Although a DPAFM can remain in effect until the Principal’s death, if the document was not recently executed some financial institutions and other third parties may be hesitant or unwilling to accept it. For example, a third party may be concerned about whether the DPAFM may have been revoked or whether the Principal may have died. Although there are legal steps an Agent can take to require the third party to accept the DPAFM, this can take time and added expense. For this reason, we suggest that the DPAFM be updated at least every three years.
Revoking a DPAFM
As long as the Principal has legal capacity, the Principal can revoke the DPAFM by a written document or by any other means stated in the DPAFM.

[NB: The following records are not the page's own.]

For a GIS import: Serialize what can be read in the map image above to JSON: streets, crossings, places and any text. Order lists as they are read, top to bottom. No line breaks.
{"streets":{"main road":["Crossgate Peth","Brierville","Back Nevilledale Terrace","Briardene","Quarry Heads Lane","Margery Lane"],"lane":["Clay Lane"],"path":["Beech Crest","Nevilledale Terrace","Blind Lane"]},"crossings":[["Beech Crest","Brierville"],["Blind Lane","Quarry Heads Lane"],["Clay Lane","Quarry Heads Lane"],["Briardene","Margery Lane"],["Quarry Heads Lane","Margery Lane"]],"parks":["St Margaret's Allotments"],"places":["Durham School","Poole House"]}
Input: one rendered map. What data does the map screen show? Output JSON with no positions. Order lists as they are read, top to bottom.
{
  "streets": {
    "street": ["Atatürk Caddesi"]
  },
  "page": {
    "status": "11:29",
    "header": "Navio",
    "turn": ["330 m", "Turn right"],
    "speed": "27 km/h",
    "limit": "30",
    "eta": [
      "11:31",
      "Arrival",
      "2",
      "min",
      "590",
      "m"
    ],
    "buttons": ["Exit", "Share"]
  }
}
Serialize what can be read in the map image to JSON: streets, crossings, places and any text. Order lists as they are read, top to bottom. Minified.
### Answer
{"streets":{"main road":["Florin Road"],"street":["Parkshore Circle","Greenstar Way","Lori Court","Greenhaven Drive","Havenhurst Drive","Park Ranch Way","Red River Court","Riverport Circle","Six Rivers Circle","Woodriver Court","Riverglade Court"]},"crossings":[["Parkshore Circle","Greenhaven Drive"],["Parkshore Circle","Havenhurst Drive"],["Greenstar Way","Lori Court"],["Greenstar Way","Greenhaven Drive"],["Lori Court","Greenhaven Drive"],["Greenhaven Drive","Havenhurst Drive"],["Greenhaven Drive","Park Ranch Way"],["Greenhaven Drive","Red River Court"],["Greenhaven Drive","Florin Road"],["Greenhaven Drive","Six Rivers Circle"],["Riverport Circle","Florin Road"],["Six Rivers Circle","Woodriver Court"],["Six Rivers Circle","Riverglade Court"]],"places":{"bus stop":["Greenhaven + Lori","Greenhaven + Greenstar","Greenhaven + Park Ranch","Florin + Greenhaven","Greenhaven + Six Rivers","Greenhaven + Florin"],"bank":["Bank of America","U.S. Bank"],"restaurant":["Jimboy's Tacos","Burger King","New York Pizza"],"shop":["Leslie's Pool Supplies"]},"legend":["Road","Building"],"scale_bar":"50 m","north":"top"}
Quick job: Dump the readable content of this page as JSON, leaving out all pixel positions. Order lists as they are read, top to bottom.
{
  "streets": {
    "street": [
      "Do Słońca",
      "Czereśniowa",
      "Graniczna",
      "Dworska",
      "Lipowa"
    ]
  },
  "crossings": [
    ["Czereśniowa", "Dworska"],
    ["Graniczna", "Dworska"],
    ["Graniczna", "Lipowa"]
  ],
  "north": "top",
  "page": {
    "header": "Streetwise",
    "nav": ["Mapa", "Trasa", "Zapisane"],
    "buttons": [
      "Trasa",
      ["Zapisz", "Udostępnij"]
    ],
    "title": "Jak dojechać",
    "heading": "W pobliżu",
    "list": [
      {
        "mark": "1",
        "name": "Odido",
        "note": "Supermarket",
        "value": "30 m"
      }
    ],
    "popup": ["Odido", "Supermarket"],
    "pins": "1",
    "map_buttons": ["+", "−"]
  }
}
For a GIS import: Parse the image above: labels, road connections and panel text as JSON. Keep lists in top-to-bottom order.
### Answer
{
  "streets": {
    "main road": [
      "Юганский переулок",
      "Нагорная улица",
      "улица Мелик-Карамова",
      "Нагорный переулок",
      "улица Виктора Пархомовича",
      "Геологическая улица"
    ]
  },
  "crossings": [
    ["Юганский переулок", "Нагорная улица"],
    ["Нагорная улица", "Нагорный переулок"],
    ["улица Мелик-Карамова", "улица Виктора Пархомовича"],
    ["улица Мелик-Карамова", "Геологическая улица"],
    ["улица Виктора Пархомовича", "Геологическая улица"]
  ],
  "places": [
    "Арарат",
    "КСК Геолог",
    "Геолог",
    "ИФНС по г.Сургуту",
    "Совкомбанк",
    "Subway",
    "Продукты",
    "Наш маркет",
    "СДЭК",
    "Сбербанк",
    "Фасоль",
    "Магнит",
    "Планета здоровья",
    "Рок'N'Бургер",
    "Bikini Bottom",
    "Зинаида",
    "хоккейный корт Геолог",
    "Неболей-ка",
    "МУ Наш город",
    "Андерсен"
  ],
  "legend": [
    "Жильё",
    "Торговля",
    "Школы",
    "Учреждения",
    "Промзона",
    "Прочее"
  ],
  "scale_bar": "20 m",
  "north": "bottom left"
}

In practice, however, a DPAFM may be difficult to revoke. Written notice of the revocation should be given to all third parties who have received copies of the DPAFM. And the original and all copies should be retrieved from the Agent. The revocation should also be recorded with the County Recorder where the original document was recorded and where the Principal owns real property.
If a Principal designates his or her spouse as an Agent, and the marriage is subsequently dissolved or annulled, the Principal’s naming of the former spouse as Agent is automatically revoked.
Other Legal Requirements
In addition to the durability language, a DPAFM must meet the following requirements:
- At the time of signing, the Principal must have “capacity” (basically, must understand what the document does). In order for an Agent to be qualified, the Agent must also have capacity.
- The document must be in writing and must include the date of signing.
- The DPAFM must be signed by the Principal; or by another adult in the Principal’s name, and at the Principal’s direction, and in the Principal’s presence.
- Generally, the DPAFM must either be acknowledged before a notary or be witnessed by at least two witnesses (neither of whom may be an Agent). If using the “Statutory Form,” the Principal’s signature must be acknowledged before a notary.
Document Forms
There are three principal DPAFM document forms:
- Attorney-drafted and customized documents.
- The “Statutory Form Power of Attorney,” which copies the form set forth in Section 4401 of the California Probate Code.
- Other pre-printed forms often found in stationery and office supply stores, or in “do-it-yourself” software kits.
The usability and quality of pre-printed and software forms varies. Because of frequent problems we see when people have created DPAFMs on their own, and the potentially great negative impact when a DPAFM is defective, we recommend that people use a knowledgeable attorney for preparation of their DPAFMs.
For bank accounts, you might want to execute your bank’s financial power of attorney form, in addition to your broader DPAFM. The bank forms will apply to specified accounts within the same bank. Practically speaking, many banks are easier for Agents to deal with when the Principal has used the bank’s form of financial power of attorney.
Wrapping Up
Creating a DPAFM is a valuable part of planning ahead for the possibility of incapacity. Once a person has become incapacitated, it is too late for them to create a DPAFM.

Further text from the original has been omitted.